Backtest Skill
Workflow Checklist
Copy and track progress:
Backtest Progress: - [ ] Step 1: Validate strategy artifact and assumptions - [ ] Step 2: Verify and ingest historical data - [ ] Step 3: Configure backtest environment and parameters - [ ] Step 4: Execute backtest with trading_ops - [ ] Step 5: Analyze performance and risk metrics - [ ] Step 6: Diagnose weaknesses and failure modes - [ ] Step 7: Recommend concrete strategy improvements
Step 1: Validate Strategy Artifact and Assumptions
Confirm strategy file exists and is review-approved:
- •Expected path:
strategies/<name>.py - •Strategy should already extend
nautilus_trader.trading.Strategy - •Ensure parameter list is explicit for tuning
If strategy is missing or incomplete, invoke skill with strategy-generation first.
Capture required assumptions:
- •Symbols and asset classes
- •Bar interval/timeframe
- •Trading session boundaries
- •Fee/slippage model expectations
Step 2: Verify and Ingest Historical Data
Use trading_ops to inspect data availability for each symbol/timeframe.
If data is missing or stale:
- •Use
trading_opsdata ingestion to fetch required range - •Confirm timezone/session normalization
- •Confirm corporate actions handling where relevant
Use financial_research to cross-check major market events in the period so result interpretation has context.
Step 3: Configure Backtest Environment and Parameters
Define a reproducible configuration:
- •Start and end dates
- •Initial capital
- •Commission/fees and slippage assumptions
- •Position sizing and max exposure constraints
Define experiment sets:
- •Baseline run with default parameters
- •Sensitivity runs across key parameters
- •Optional walk-forward slices for robustness
Keep configuration explicit in output so runs can be repeated exactly.
Step 4: Execute Backtest with trading_ops
Run backtest through trading_ops and capture full outputs:
- •Equity curve and returns series
- •Trade list and fill stats
- •Exposure and turnover metrics
- •Drawdown timeline
If execution fails, report root cause precisely (data gaps, config mismatch, invalid params) and rerun only after correction.
Step 5: Analyze Performance and Risk Metrics
Use quant_analysis to compute and interpret:
- •CAGR/total return
- •Sharpe and Sortino
- •Max drawdown and drawdown duration
- •Win rate, profit factor, expectancy
- •Volatility and tail risk proxies (VaR if needed)
Compare baseline against sensitivity runs to identify parameter fragility.
Step 6: Diagnose Weaknesses and Failure Modes
Segment results by regime where possible:
- •Trending vs range-bound periods
- •High vs low volatility windows
- •Event-heavy intervals
Identify specific failure signatures:
- •Overtrading during chop
- •Late entries in fast trends
- •Stops too tight or too loose
- •Excess concentration risk
Use financial_research event context and quant_analysis diagnostics together before concluding root causes.

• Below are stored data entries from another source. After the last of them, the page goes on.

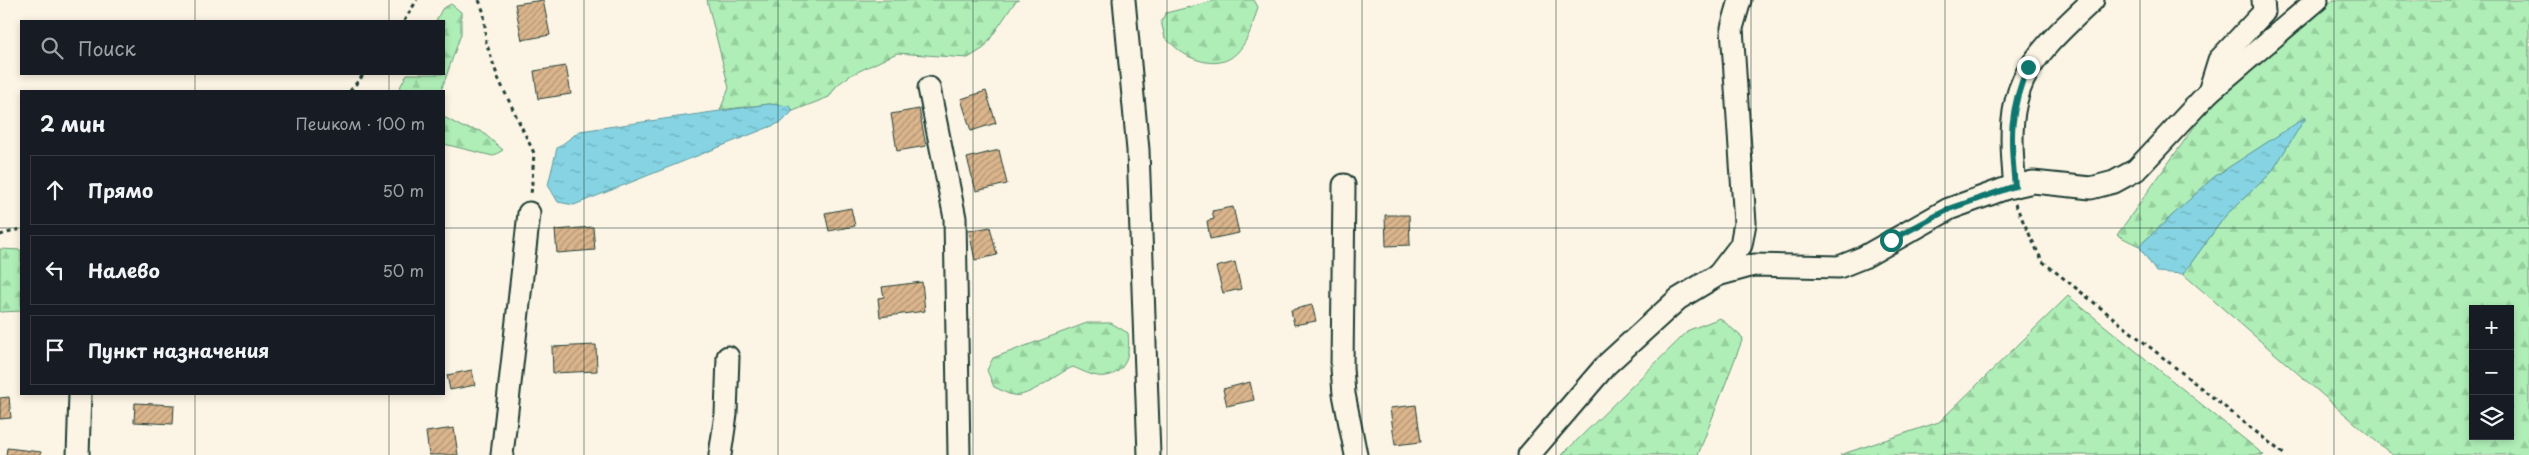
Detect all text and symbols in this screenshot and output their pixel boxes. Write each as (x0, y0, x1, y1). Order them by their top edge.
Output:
search box (20, 20, 445, 75)
icon: search (38, 34, 66, 62)
text: Поиск (78, 34, 136, 62)
route end (2017, 56, 2040, 79)
text: 2 мин (40, 107, 105, 139)
text: Пешком · 100 m (295, 111, 425, 135)
icon: ahead (41, 176, 69, 204)
text: Прямо (88, 176, 153, 204)
text: 50 m (383, 178, 424, 202)
route start (1880, 229, 1903, 252)
icon: left (41, 256, 69, 284)
text: Налево (88, 256, 160, 284)
text: 50 m (383, 258, 424, 282)
map controls (2469, 305, 2514, 440)
button: + (2469, 305, 2514, 350)
icon: arrive (41, 336, 69, 364)
text: Пункт назначения (88, 336, 269, 364)
button: − (2469, 350, 2514, 395)
button: layers (2469, 395, 2514, 440)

Step 7: Recommend Concrete Improvements
Provide ranked improvement plan with expected impact and risk:
- •Parameter adjustments (with tested ranges)
- •Signal filters (e.g., volatility or trend filter)
- •Risk control upgrades (exposure caps, ATR-based sizing)
- •Execution assumptions refinement (slippage realism)
For each recommendation, include:
- •Why it addresses observed weakness
- •How to test it in the next iteration
- •What metric should improve if hypothesis is correct
Close with a proposed next run matrix and, if needed, route to skill paper-trade after acceptable backtest stability.